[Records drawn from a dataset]
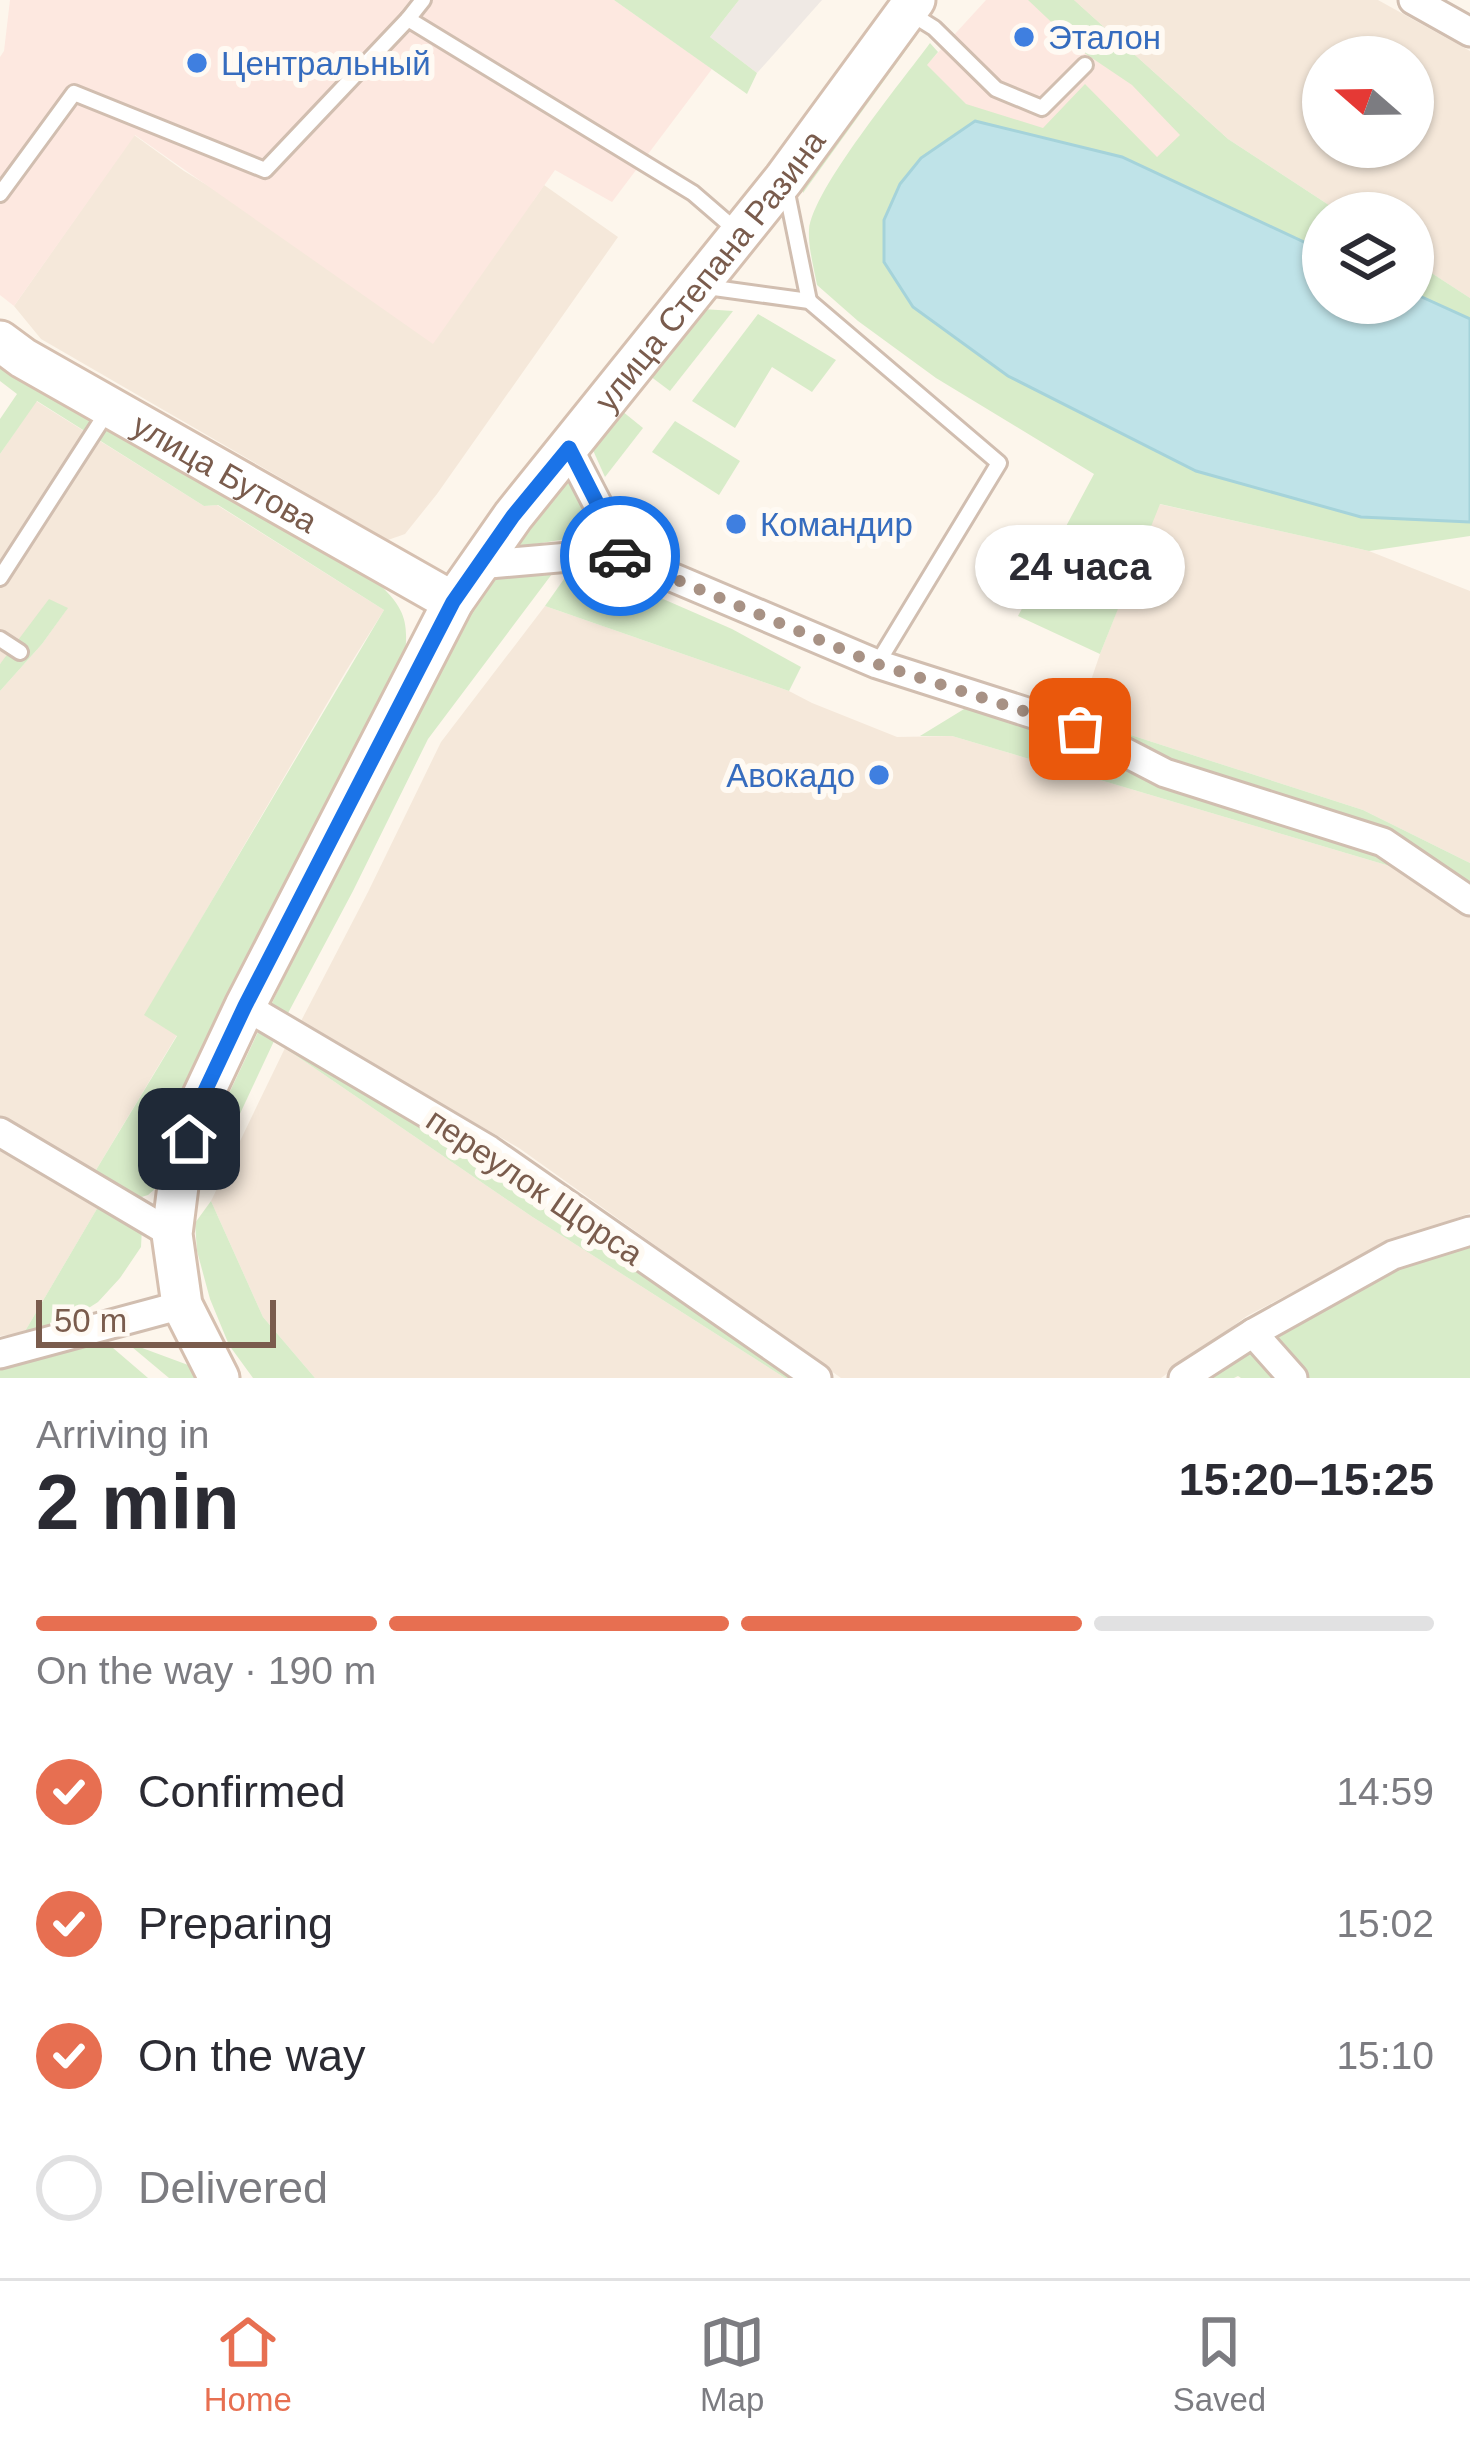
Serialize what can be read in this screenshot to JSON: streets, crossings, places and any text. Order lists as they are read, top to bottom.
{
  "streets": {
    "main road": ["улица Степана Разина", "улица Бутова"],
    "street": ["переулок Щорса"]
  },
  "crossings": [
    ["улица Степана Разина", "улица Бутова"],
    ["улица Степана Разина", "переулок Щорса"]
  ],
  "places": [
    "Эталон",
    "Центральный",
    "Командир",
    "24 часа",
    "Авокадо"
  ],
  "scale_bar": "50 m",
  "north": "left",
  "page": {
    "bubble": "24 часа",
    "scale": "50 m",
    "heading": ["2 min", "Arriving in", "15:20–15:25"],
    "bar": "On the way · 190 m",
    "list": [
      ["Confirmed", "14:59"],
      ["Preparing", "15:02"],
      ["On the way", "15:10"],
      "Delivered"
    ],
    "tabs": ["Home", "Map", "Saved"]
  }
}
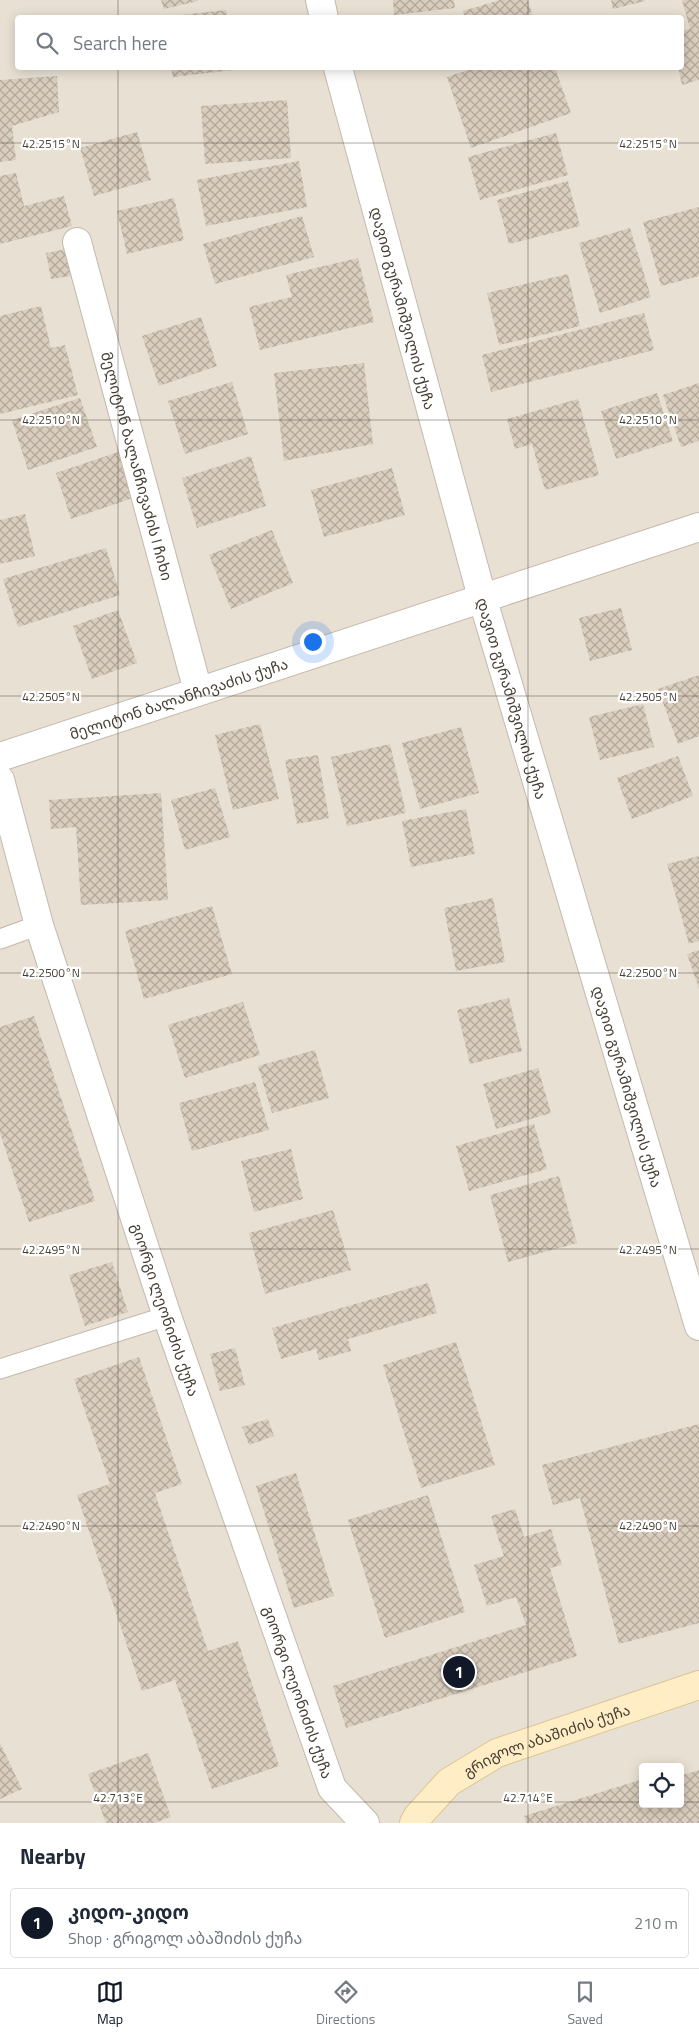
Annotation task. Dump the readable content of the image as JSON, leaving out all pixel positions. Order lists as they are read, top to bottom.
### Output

_Task to complete_
Leave out the pictures, then copy all the remaining text in the records exactly.

_Exercise result_
Serialize what can be read in this screenshot to JSON: streets, crossings, places and any text. Order lists as they are read, top to bottom.
{
  "streets": {
    "main road": ["улица Степана Разина", "улица Бутова"],
    "street": ["переулок Щорса"]
  },
  "crossings": [
    ["улица Степана Разина", "улица Бутова"],
    ["улица Степана Разина", "переулок Щорса"]
  ],
  "places": [
    "Эталон",
    "Центральный",
    "Командир",
    "24 часа",
    "Авокадо"
  ],
  "scale_bar": "50 m",
  "north": "left",
  "page": {
    "bubble": "24 часа",
    "scale": "50 m",
    "heading": ["2 min", "Arriving in", "15:20–15:25"],
    "bar": "On the way · 190 m",
    "list": [
      ["Confirmed", "14:59"],
      ["Preparing", "15:02"],
      ["On the way", "15:10"],
      "Delivered"
    ],
    "tabs": ["Home", "Map", "Saved"]
  }
}
Annotation task. Dump the readable content of the image as JSON, leaving out all pixel positions. Order lists as they are read, top to bottom.
### Output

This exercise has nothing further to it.